[Records from a dataset]
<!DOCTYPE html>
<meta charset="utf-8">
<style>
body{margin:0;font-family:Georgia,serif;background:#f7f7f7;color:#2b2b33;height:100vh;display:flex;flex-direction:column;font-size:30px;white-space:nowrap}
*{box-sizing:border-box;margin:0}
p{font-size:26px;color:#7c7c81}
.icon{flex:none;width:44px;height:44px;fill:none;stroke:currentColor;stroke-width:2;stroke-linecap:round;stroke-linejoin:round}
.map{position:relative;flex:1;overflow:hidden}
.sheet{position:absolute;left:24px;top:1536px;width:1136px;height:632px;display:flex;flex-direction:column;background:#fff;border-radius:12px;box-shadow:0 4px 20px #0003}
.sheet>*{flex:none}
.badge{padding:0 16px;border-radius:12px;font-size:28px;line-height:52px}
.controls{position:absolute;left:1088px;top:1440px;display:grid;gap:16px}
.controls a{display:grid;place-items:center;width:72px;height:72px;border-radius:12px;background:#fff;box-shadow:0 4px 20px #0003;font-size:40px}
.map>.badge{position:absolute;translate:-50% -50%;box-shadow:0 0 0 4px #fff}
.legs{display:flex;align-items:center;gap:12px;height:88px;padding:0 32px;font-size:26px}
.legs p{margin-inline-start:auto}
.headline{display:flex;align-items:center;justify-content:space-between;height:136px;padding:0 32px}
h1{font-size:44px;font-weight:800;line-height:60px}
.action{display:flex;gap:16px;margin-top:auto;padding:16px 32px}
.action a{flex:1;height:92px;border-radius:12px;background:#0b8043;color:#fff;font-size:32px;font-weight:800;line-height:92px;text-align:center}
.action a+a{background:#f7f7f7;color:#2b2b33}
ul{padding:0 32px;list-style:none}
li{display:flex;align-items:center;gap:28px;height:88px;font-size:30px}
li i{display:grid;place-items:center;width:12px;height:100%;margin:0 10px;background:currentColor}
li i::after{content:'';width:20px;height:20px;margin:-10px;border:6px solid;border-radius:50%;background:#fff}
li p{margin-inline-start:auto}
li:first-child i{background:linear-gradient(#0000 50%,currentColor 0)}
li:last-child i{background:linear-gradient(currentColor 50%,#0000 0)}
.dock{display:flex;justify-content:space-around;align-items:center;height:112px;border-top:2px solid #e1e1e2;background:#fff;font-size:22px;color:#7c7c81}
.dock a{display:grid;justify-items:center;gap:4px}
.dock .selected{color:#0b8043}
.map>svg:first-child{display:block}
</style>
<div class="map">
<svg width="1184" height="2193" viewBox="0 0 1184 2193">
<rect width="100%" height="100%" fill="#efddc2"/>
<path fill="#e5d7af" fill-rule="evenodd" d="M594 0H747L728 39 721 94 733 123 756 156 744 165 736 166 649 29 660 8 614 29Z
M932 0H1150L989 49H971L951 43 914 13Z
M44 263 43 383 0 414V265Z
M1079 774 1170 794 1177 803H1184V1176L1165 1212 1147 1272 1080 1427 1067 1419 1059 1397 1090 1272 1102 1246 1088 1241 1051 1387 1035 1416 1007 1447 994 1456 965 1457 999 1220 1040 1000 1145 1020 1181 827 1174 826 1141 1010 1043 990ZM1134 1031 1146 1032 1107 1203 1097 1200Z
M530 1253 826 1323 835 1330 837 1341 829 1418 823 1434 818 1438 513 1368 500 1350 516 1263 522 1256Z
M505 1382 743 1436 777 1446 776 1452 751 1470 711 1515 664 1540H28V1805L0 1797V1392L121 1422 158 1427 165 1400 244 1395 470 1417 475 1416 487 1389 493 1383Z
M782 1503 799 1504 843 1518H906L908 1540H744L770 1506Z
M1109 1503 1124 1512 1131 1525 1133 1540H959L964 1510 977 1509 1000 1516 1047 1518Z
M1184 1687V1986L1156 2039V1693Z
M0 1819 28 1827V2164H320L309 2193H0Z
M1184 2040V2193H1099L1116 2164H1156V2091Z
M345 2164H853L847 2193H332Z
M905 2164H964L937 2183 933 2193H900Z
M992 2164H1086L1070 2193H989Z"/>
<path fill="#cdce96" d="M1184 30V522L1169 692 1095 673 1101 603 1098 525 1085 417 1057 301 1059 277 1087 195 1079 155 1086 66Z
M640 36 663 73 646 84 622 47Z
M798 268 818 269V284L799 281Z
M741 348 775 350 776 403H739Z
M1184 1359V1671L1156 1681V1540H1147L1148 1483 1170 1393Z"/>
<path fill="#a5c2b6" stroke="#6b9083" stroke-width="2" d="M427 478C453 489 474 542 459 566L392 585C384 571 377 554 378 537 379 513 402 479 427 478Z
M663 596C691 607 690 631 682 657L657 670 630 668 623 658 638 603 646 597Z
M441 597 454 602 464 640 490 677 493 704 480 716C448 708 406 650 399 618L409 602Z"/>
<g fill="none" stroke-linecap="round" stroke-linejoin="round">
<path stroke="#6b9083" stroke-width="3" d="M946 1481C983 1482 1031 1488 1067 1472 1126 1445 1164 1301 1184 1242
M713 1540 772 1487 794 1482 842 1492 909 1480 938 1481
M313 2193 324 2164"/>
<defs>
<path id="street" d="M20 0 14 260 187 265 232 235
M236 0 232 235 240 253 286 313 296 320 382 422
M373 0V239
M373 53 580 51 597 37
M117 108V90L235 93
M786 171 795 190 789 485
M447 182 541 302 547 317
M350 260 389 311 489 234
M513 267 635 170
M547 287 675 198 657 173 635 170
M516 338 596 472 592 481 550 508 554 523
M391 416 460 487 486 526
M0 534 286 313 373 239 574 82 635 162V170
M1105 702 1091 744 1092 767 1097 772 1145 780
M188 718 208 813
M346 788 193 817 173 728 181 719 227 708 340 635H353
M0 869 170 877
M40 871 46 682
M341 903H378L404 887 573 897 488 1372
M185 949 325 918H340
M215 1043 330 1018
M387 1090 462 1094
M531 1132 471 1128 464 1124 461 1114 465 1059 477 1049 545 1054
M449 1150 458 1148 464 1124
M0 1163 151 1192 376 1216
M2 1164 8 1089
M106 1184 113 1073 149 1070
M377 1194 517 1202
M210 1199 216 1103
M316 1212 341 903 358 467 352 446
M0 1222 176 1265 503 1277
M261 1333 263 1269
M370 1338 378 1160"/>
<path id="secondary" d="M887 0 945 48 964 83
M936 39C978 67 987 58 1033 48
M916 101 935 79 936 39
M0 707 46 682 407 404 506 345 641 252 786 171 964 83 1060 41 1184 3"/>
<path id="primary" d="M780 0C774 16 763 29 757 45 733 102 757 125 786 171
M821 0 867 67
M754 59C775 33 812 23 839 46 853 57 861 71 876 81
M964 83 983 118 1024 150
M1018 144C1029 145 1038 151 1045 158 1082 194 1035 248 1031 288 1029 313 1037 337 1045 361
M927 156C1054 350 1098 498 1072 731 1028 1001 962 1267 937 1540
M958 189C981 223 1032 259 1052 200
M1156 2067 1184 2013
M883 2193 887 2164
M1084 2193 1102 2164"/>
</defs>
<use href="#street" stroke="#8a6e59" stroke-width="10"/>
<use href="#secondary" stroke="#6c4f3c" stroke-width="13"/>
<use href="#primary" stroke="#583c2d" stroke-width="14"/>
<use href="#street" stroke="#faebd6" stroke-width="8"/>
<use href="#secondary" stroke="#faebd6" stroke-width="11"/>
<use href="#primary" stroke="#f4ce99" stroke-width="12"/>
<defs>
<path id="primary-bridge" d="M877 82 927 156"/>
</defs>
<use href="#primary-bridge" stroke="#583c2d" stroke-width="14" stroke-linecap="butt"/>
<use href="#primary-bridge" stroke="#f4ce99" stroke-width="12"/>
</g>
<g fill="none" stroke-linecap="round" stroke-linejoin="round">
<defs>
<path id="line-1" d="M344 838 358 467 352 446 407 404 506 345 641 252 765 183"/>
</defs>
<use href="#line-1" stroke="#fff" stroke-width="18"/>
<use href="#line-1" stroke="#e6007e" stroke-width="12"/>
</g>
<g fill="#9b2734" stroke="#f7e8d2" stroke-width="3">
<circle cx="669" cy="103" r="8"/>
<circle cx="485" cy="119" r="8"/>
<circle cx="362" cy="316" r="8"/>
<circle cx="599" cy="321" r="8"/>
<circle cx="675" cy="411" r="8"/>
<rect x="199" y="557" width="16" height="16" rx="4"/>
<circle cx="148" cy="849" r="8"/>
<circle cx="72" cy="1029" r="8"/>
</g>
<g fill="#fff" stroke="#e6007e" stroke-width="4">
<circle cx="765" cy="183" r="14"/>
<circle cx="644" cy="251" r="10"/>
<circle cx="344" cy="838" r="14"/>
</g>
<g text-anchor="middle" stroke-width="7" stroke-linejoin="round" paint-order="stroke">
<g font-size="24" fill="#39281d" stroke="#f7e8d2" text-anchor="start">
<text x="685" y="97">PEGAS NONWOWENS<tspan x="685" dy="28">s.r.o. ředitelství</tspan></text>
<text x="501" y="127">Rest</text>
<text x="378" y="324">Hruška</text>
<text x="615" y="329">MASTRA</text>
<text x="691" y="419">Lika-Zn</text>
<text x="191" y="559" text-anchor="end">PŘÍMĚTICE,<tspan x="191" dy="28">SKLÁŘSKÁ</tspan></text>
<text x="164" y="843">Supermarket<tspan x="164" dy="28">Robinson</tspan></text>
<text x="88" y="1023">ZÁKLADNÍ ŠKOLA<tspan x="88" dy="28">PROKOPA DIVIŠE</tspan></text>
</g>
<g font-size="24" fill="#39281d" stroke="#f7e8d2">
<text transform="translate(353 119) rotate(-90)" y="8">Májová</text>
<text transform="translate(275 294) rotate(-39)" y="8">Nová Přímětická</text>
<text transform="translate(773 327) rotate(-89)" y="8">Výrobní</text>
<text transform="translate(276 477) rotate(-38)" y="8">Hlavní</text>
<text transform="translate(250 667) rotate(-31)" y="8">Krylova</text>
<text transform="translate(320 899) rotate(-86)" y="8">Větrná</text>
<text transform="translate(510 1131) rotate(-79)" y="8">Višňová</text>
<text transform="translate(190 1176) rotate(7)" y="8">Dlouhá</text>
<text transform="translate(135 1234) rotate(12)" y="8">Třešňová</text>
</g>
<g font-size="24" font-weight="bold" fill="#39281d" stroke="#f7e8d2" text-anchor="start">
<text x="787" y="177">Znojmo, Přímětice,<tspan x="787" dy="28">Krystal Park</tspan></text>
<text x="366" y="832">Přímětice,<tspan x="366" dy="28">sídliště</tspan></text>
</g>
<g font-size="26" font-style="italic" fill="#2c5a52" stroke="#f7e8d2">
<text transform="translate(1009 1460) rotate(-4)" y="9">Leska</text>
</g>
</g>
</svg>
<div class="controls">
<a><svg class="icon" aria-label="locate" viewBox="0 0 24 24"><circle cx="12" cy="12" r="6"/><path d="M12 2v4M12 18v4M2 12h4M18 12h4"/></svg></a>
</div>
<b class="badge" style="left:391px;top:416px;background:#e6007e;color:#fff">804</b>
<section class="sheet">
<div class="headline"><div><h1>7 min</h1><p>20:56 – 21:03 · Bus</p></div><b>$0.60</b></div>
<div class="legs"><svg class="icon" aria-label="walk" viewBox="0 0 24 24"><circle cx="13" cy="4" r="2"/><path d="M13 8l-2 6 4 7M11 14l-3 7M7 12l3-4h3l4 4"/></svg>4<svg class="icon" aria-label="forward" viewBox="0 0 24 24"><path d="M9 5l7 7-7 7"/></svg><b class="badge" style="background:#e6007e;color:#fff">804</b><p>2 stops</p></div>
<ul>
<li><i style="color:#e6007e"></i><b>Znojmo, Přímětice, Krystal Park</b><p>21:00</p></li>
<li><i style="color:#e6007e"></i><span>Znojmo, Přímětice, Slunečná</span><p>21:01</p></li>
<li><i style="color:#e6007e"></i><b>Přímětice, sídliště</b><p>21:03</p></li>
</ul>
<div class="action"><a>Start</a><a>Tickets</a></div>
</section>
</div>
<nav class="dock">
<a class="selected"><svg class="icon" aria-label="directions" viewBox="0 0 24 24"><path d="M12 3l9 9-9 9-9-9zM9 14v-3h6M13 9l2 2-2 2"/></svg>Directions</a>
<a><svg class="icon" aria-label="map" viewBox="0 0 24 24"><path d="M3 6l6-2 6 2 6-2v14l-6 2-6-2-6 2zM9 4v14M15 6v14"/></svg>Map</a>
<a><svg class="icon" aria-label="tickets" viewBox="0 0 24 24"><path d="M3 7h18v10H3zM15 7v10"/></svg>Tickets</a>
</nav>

• [PROBLEM DESCRIPTION]: Where a line of the data holds the word "controls", copy that line.

• [RESPONSE AREA]:
.controls{position:absolute;left:1088px;top:1440px;display:grid;gap:16px}
.controls a{display:grid;place-items:center;width:72px;height:72px;border-radius:12px;background:#fff;box-shadow:0 4px 20px #0003;font-size:40px}
<div class="controls">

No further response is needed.